La firma especializada Eifelland presenta una nueva conversión camper basada en la furgoneta Nissan Interstar. Este modelo amplía la oferta de vehículos recreativos disponibles en el mercado, adaptando un chasis de producción en serie para su uso como vivienda móvil. La transformación prioriza el aprovechamiento del espacio interior y la incorporación de equipamiento esencial para vivir sobre ruedas.


La distribución interior optimiza el espacio disponible

El diseño del habitáculo incluye una zona trasera con una cama fija de tamaño generoso. En la parte central, un bloque compacto agrupa la cocina con fogón y fregadero, junto con espacio de almacenamiento. El lado opuesto al conductor aloja una mesa extensible y un banco que puede convertirse en una segunda cama suplementaria. Los acabados emplean materiales ligeros y prácticos, típicos en este tipo de conversiones.

Equipamiento pensado para la autonomía

Para garantizar la independencia en ruta, la autocaravana integra sistemas eléctricos con baterías auxiliares y paneles solares en el techo.
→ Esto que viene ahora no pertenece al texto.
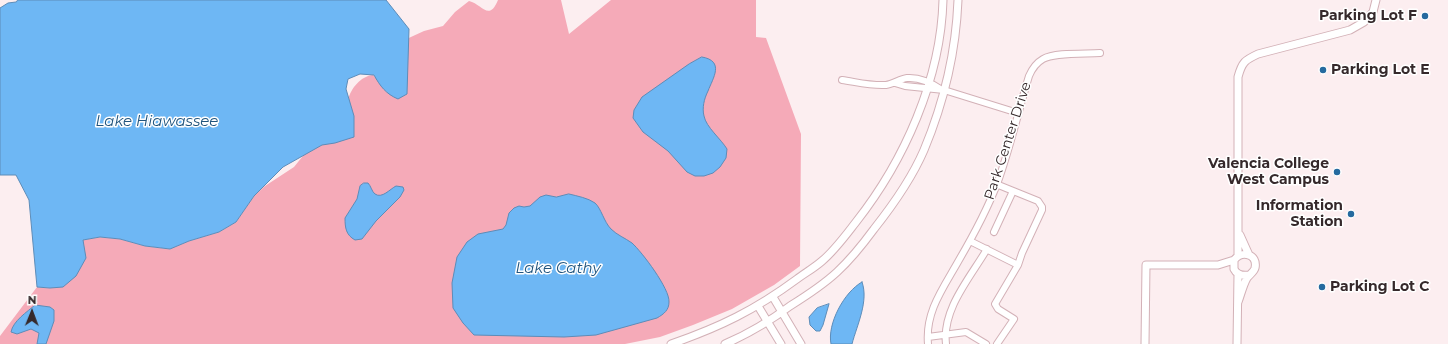 <!DOCTYPE html>
<html>
<head>
<meta charset="utf-8">
<style>
	body { margin:0 }
	#map { position:relative; width:1448px; height:344px; overflow:hidden; background:#fceef0; font-family:Montserrat,sans-serif }
	canvas { display:block }
	.north { position:absolute; left:12px; top:292px; width:40px; height:40px; -webkit-text-stroke:3px #fff; paint-order:stroke; rotate:1deg; font-size:11px; font-weight:700; line-height:16px; text-align:center; color:#35292b }
	.north::after { content:''; display:block; margin:auto; width:14px; height:18px; background:#35292b; clip-path:polygon(50% 0,100% 100%,50% 72%,0 100%) }
</style>
</head>
<body>
<div id="map">
<canvas width="1448" height="344"></canvas>
<div class="north">N</div>
</div>
<script>
const context = document.querySelector('canvas').getContext('2d');
context.lineJoin = 'round';
function fillPath(path, color) { context.fillStyle = color; context.fill(path, 'evenodd'); }
function strokePath(path, color, width, dash) { context.strokeStyle = color; context.lineWidth = width; context.lineCap = dash ? 'butt' : 'round'; context.setLineDash(dash || []); context.stroke(path); }
function write(font, color, halo, rows, align = 'center') {
  context.font = font + ' Montserrat,sans-serif'; context.lineWidth = 3; context.setLineDash([]); context.textBaseline = 'middle'; context.strokeStyle = halo; context.fillStyle = color; for (const [text, x, y, turn = 0] of rows) {
    context.save(); context.translate(x, y); context.rotate((+turn || 0) * Math.PI / 180); context.textAlign = isNaN(turn) ? turn : align; if (halo) context.strokeText(text, 0, 0); context.fillText(text, 0, 0); context.restore();
  }
}
fillPath(new Path2D(`
	M 498,0 L 561,0 L 569,34 L 611,0 L 756,0 L 756,37 L 766,38 L 801,134 L 800,266 L 774,285 L 732,309 L 693,325 L 660,337 L 625,344 L 0,344 L 0,336 L 37,287 L 50,288 L 83,240 L 100,237 L 120,239 L 145,246 L 169,249 L 189,241 L 219,232 L 236,222 L 254,196 L 265,186 L 294,167 L 348,100 C 351,88 361,76 373,75 L 378,79 L 400,42 L 424,31 L 443,26 L 455,12 L 469,1 C 482,4 489,22 498,0 Z`), '#f5aab8');
const water = new Path2D(`
	M 18,0 L 386,0 L 409,29 L 407,94 L 398,99 C 386,94 380,86 374,75 L 360,74 L 348,79 L 346,89 L 354,116 L 354,137 L 335,143 L 322,145 L 283,167 L 254,196 L 236,222 L 219,232 L 189,241 L 170,249 L 145,246 L 120,239 L 100,237 L 83,240 L 86,258 L 76,276 L 63,287 L 50,288 L 37,287 L 29,200 L 16,175 L 0,175 L 0,8 L 8,3 L 16,2 Z
	M 702,57 C 725,61 713,78 708,91 C 704,99 702,108 704,116 C 706,127 721,139 727,149 L 726,158 L 720,167 L 713,173 L 704,176 L 695,176 L 687,172 L 668,151 L 643,132 L 633,118 L 634,110 L 642,97 L 689,64 Z
	M 364,183 L 368,183 C 371,186 372,192 375,194 C 382,199 390,189 396,186 L 403,187 L 404,190 L 400,197 L 376,221 L 362,239 L 355,240 C 346,235 345,228 345,218 L 357,199 L 360,186 Z
	M 569,194 C 577,196 588,198 595,203 C 601,208 604,222 611,229 C 617,235 625,238 632,243 C 642,252 670,289 669,302 C 669,310 664,314 657,318 L 596,335 L 564,337 L 474,335 L 463,323 L 453,308 L 452,283 L 457,257 L 467,242 L 478,234 L 503,229 L 506,225 L 509,213 L 514,208 L 519,206 L 524,207 L 530,206 L 540,197 L 546,195 L 556,197 Z
	M 862,282 C 869,301 857,325 852,344 L 831,344 C 827,324 844,292 862,282 Z
	M 829,304 L 823,325 L 820,331 L 816,331 L 810,325 L 809,317 L 817,308 Z
	M 35,305 L 50,307 L 54,310 L 54,321 L 46,344 L 37,344 L 39,333 L 31,329 L 17,334 L 11,332 C 13,321 27,312 35,305 Z`);
fillPath(water, '#6eb7f4');
strokePath(water, '#5d8cb8', 1);
const minor = new Path2D(`
	M 842,80 C 856,82 871,86 886,85 C 893,84 900,79 907,78 C 920,77 932,83 942,90
	M 895,83 L 905,86 L 944,90 L 1018,113
	M 996,184 L 1038,201 L 1042,207 L 1042,210 L 1022,253 L 1018,265
	M 994,232 L 1013,191
	M 970,241 L 1018,265 L 995,304 L 998,309 L 1014,319 L 997,344
	M 928,337 L 966,332 L 986,344
	M 928,344 C 925,311 944,287 959,260 C 973,236 987,210 997,184 C 1010,149 1018,112 1029,76 C 1032,69 1036,63 1043,59 C 1055,52 1085,54 1100,53
	M 946,344 C 942,309 970,278 987,249`);
const tertiary = new Path2D(`
	M 1240,235 L 1249,255
	M 1238,256 L 1238,77 C 1242,62 1245,60 1258,54 L 1350,30 L 1364,22 L 1373,12 L 1376,0
	M 773,297 L 801,344
	M 1238,302 C 1241,294 1243,285 1247,278 C 1250,274 1254,272 1255,268 C 1258,254 1242,250 1234,260 L 1234,269 C 1237,275 1243,276 1249,275
	M 758,306 L 781,344
	M 671,344 C 720,327 755,310 797,279 C 805,273 814,268 822,261 C 835,250 845,236 856,222 C 904,161 941,79 943,0
	M 725,344 C 748,334 770,321 790,306 C 806,296 823,285 837,272 C 851,259 863,244 874,229 C 893,205 912,178 924,150 C 944,102 956,51 958,0
	M 1145,344 L 1146,265 L 1218,265 L 1234,260
	M 1237,344 L 1238,274`);
strokePath(minor, '#d3b1b7', 8);
strokePath(tertiary, '#d3b1b7', 9);
strokePath(minor, '#fff', 6);
strokePath(tertiary, '#fff', 7);
for (const [x, y, r, color] of [
	[1425,16,4,"#256a9f"],
	[1323,70,4,"#256a9f"],
	[1337,172,4,"#256a9f"],
	[1351,214,4,"#256a9f"],
	[1322,287,4,"#256a9f"]
]) { const dot = new Path2D(); dot.arc(x, y, r, 0, 2 * Math.PI); context.fillStyle = color; context.fill(dot); strokePath(dot, '#fff', 1.5); }
write('bold 14px', '#35292b', '#fff', [
	["Parking Lot F",1417,16],
	["Parking Lot E",1331,70,"left"],
	["Valencia College",1329,164],
	["West Campus",1329,180],
	["Information",1343,206],
	["Station",1343,222],
	["Parking Lot C",1330,287,"left"]
], 'right');
write('14px', '#35292b', '#fff', [
	["Park Center Drive",1008,141,-72]
]);
write('italic 15px', '#21557e', '#fff', [
	["Lake Hiawassee",157,122],
	["Lake Cathy",558,269]
]);
</script>
</body>
</html>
También cuenta con un depósito de agua limpia y otro para las aguas grises. El equipamiento de serie suele incluir calefacción, nevera y sistema de ventilación, elementos clave para habitar el vehículo en distintas condiciones climáticas.

Convertir una furgoneta de reparto en un hogar con ruedas siempre plantea un dilema: priorizar el equipamiento o preservar espacio para moverse sin chocar con los muebles. En este caso, parece que han intentado hacer ambas cosas, un ejercicio de equilibrio que define el arte de vivir en pocos metros cuadrados.